The records need to be set down again exactly as they appear.

§ **Extracted records**:
• • • •

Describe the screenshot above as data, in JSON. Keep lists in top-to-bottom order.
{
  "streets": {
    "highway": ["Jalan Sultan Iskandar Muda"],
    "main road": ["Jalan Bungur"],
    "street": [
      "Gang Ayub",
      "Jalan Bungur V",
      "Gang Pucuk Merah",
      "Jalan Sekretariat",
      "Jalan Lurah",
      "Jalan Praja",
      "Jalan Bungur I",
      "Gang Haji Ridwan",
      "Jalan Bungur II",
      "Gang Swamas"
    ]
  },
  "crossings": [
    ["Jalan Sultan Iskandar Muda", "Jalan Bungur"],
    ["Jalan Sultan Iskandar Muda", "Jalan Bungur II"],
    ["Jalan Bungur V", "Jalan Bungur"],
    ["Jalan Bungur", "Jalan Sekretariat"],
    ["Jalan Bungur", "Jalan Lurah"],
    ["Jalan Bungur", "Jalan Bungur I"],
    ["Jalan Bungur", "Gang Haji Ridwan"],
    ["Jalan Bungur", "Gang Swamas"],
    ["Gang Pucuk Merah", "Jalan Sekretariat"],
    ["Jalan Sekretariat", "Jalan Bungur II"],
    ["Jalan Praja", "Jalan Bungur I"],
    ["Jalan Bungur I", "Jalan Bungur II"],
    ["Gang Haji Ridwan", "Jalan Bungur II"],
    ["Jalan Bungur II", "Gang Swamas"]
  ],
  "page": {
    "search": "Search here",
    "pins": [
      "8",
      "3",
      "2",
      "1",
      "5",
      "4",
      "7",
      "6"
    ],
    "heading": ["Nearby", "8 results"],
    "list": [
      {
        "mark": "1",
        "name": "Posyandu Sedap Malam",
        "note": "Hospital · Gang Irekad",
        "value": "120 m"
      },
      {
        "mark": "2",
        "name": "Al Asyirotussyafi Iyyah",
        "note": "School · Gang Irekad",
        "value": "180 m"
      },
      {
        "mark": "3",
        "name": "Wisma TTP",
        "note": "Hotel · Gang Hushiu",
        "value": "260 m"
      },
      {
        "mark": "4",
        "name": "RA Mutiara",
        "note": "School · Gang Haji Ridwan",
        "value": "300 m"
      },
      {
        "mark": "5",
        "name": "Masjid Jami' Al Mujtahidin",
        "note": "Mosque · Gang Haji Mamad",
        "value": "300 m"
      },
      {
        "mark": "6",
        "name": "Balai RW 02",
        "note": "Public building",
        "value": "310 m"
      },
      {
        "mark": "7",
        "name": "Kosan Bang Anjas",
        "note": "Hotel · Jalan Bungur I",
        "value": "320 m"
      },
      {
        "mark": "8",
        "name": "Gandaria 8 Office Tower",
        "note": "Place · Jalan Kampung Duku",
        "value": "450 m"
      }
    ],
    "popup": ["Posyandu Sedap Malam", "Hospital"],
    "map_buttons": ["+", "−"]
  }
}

• • • •

§ **Written solution**:
Describe the screenshot above as data, in JSON. Keep lists in top-to-bottom order.
{
  "streets": {
    "highway": ["Jalan Sultan Iskandar Muda"],
    "main road": ["Jalan Bungur"],
    "street": [
      "Gang Ayub",
      "Jalan Bungur V",
      "Gang Pucuk Merah",
      "Jalan Sekretariat",
      "Jalan Lurah",
      "Jalan Praja",
      "Jalan Bungur I",
      "Gang Haji Ridwan",
      "Jalan Bungur II",
      "Gang Swamas"
    ]
  },
  "crossings": [
    ["Jalan Sultan Iskandar Muda", "Jalan Bungur"],
    ["Jalan Sultan Iskandar Muda", "Jalan Bungur II"],
    ["Jalan Bungur V", "Jalan Bungur"],
    ["Jalan Bungur", "Jalan Sekretariat"],
    ["Jalan Bungur", "Jalan Lurah"],
    ["Jalan Bungur", "Jalan Bungur I"],
    ["Jalan Bungur", "Gang Haji Ridwan"],
    ["Jalan Bungur", "Gang Swamas"],
    ["Gang Pucuk Merah", "Jalan Sekretariat"],
    ["Jalan Sekretariat", "Jalan Bungur II"],
    ["Jalan Praja", "Jalan Bungur I"],
    ["Jalan Bungur I", "Jalan Bungur II"],
    ["Gang Haji Ridwan", "Jalan Bungur II"],
    ["Jalan Bungur II", "Gang Swamas"]
  ],
  "page": {
    "search": "Search here",
    "pins": [
      "8",
      "3",
      "2",
      "1",
      "5",
      "4",
      "7",
      "6"
    ],
    "heading": ["Nearby", "8 results"],
    "list": [
      {
        "mark": "1",
        "name": "Posyandu Sedap Malam",
        "note": "Hospital · Gang Irekad",
        "value": "120 m"
      },
      {
        "mark": "2",
        "name": "Al Asyirotussyafi Iyyah",
        "note": "School · Gang Irekad",
        "value": "180 m"
      },
      {
        "mark": "3",
        "name": "Wisma TTP",
        "note": "Hotel · Gang Hushiu",
        "value": "260 m"
      },
      {
        "mark": "4",
        "name": "RA Mutiara",
        "note": "School · Gang Haji Ridwan",
        "value": "300 m"
      },
      {
        "mark": "5",
        "name": "Masjid Jami' Al Mujtahidin",
        "note": "Mosque · Gang Haji Mamad",
        "value": "300 m"
      },
      {
        "mark": "6",
        "name": "Balai RW 02",
        "note": "Public building",
        "value": "310 m"
      },
      {
        "mark": "7",
        "name": "Kosan Bang Anjas",
        "note": "Hotel · Jalan Bungur I",
        "value": "320 m"
      },
      {
        "mark": "8",
        "name": "Gandaria 8 Office Tower",
        "note": "Place · Jalan Kampung Duku",
        "value": "450 m"
      }
    ],
    "popup": ["Posyandu Sedap Malam", "Hospital"],
    "map_buttons": ["+", "−"]
  }
}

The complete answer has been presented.